Instructions to follow →
From start to finish, set down the entries below exactly, leaving out the pictures.

---------- Exercise data

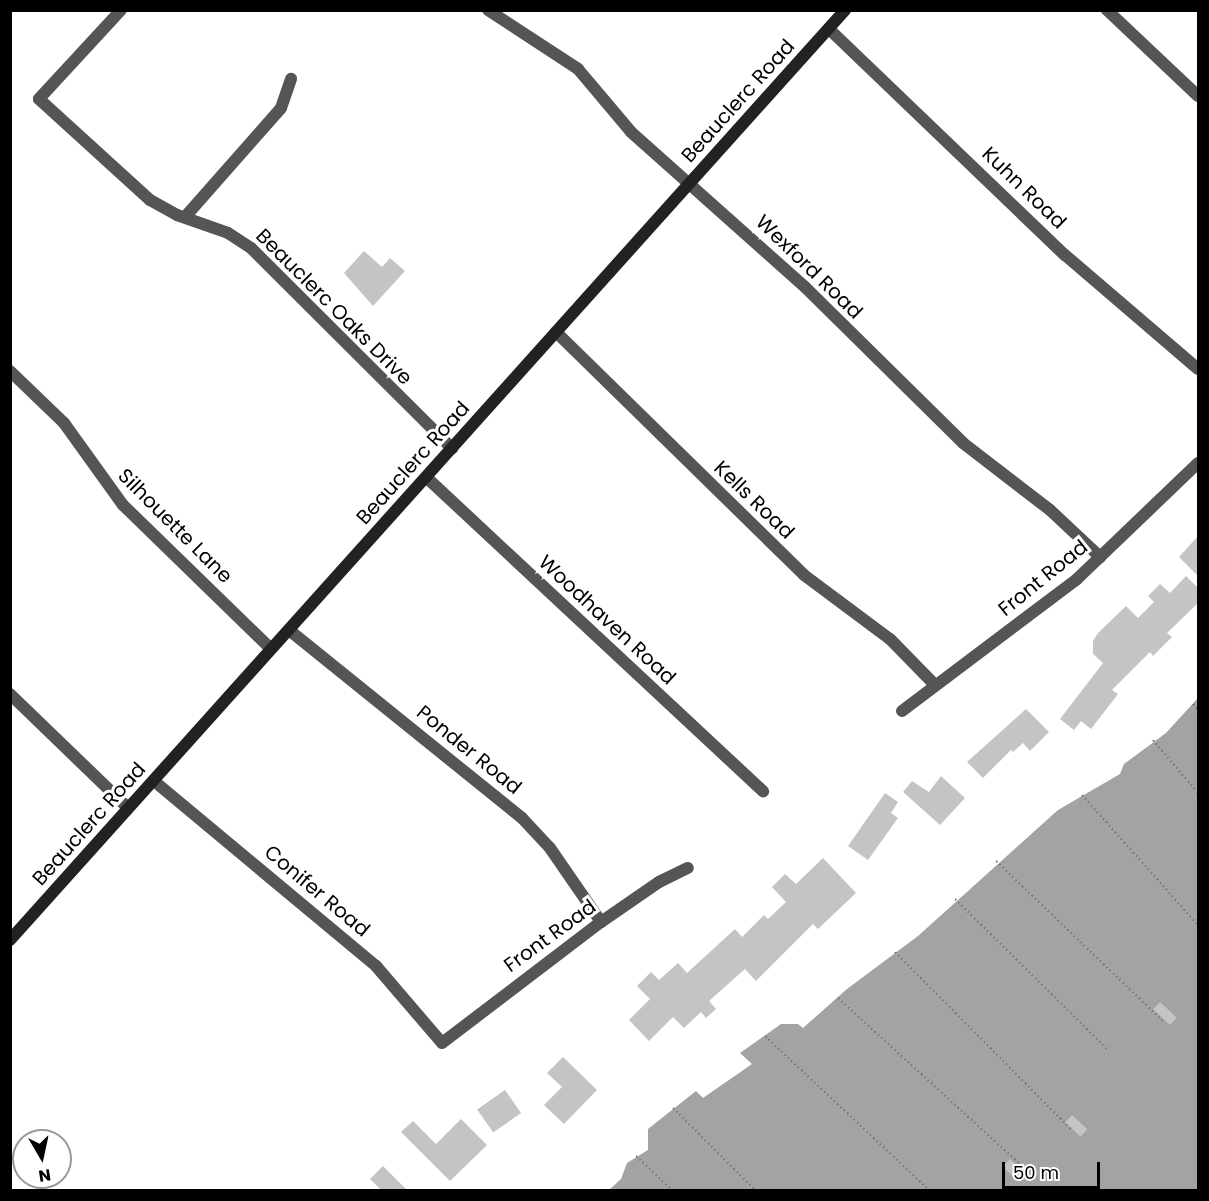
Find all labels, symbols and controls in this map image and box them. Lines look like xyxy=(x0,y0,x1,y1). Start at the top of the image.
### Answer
street label: Beauclerc Road xyxy=(676,34,800,168)
street label: Kuhn Road xyxy=(977,142,1071,234)
street label: Wexford Road xyxy=(751,210,867,324)
street label: Beauclerc Oaks Drive xyxy=(251,224,417,390)
street label: Beauclerc Road xyxy=(351,396,475,530)
street label: Kells Road xyxy=(709,456,799,544)
street label: Silhouette Lane xyxy=(113,464,237,588)
street label: Front Road xyxy=(994,535,1092,621)
street label: Woodhaven Road xyxy=(533,550,681,690)
street label: Ponder Road xyxy=(412,700,526,800)
street label: Beauclerc Road xyxy=(27,757,151,891)
street label: Conifer Road xyxy=(260,840,374,942)
street label: Front Road xyxy=(499,895,601,977)
north arrow xyxy=(12,1129,72,1189)
scale bar xyxy=(1005,1150,1102,1188)
text: 50 m xyxy=(1013,1160,1059,1185)
text: N xyxy=(37,1163,52,1188)

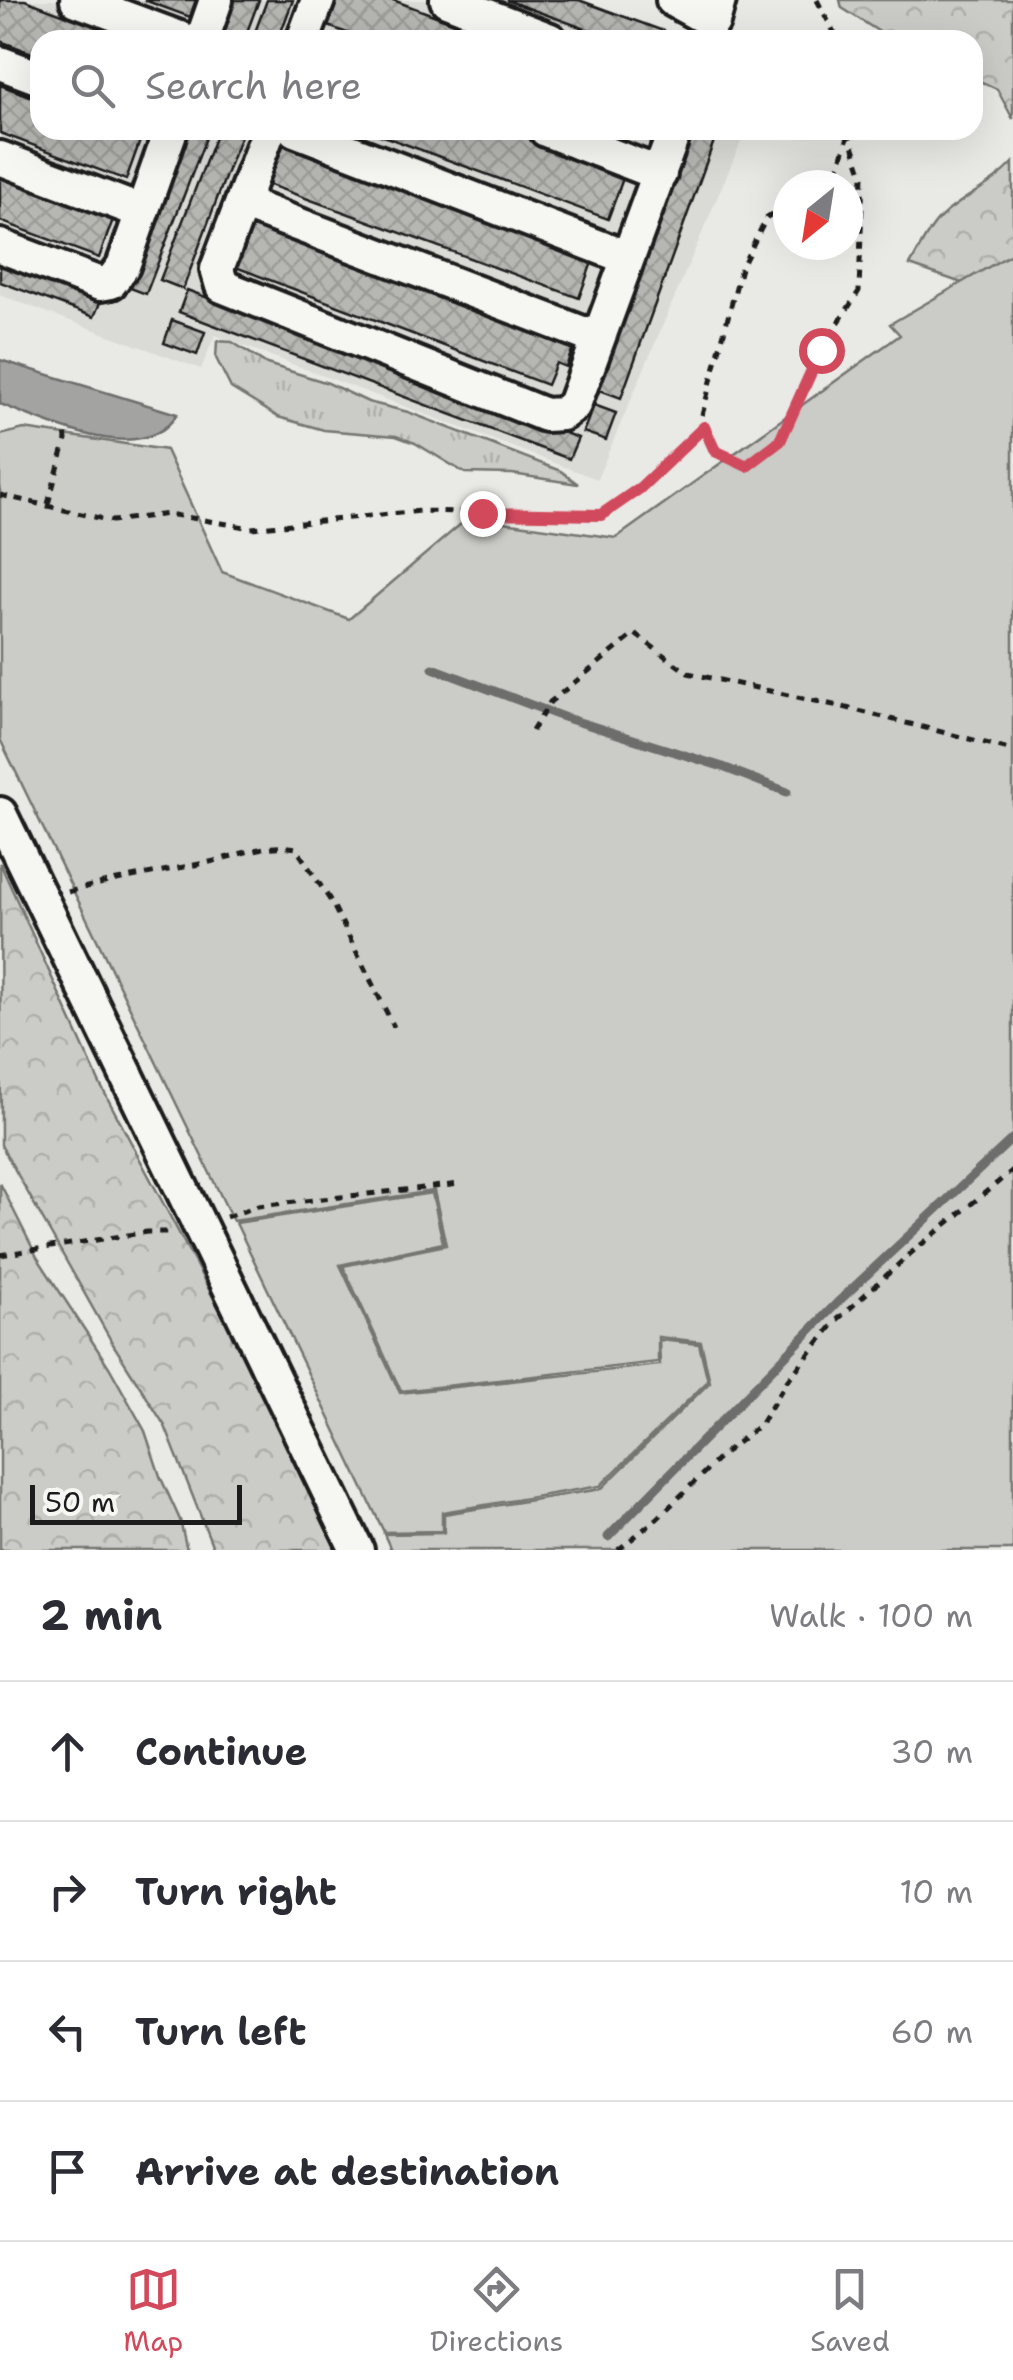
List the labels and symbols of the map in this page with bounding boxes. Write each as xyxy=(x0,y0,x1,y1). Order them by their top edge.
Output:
north arrow xyxy=(773,170,863,260)
route start xyxy=(799,328,845,374)
route end xyxy=(460,491,506,537)
scale bar xyxy=(30,1480,242,1524)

--------------------

Answer below →
Find all labels, symbols and controls in this map image and box them. Lines look like xyxy=(x0,y0,x1,y1). Start at the top of the image.
### Answer
street label: Beauclerc Road xyxy=(676,34,800,168)
street label: Kuhn Road xyxy=(977,142,1071,234)
street label: Wexford Road xyxy=(751,210,867,324)
street label: Beauclerc Oaks Drive xyxy=(251,224,417,390)
street label: Beauclerc Road xyxy=(351,396,475,530)
street label: Kells Road xyxy=(709,456,799,544)
street label: Silhouette Lane xyxy=(113,464,237,588)
street label: Front Road xyxy=(994,535,1092,621)
street label: Woodhaven Road xyxy=(533,550,681,690)
street label: Ponder Road xyxy=(412,700,526,800)
street label: Beauclerc Road xyxy=(27,757,151,891)
street label: Conifer Road xyxy=(260,840,374,942)
street label: Front Road xyxy=(499,895,601,977)
north arrow xyxy=(12,1129,72,1189)
scale bar xyxy=(1005,1150,1102,1188)
text: 50 m xyxy=(1013,1160,1059,1185)
text: N xyxy=(37,1163,52,1188)

List the labels and symbols of the map in this page with bounding boxes. Write each as xyxy=(x0,y0,x1,y1). Order them by their top edge.
Output:
north arrow xyxy=(773,170,863,260)
route start xyxy=(799,328,845,374)
route end xyxy=(460,491,506,537)
scale bar xyxy=(30,1480,242,1524)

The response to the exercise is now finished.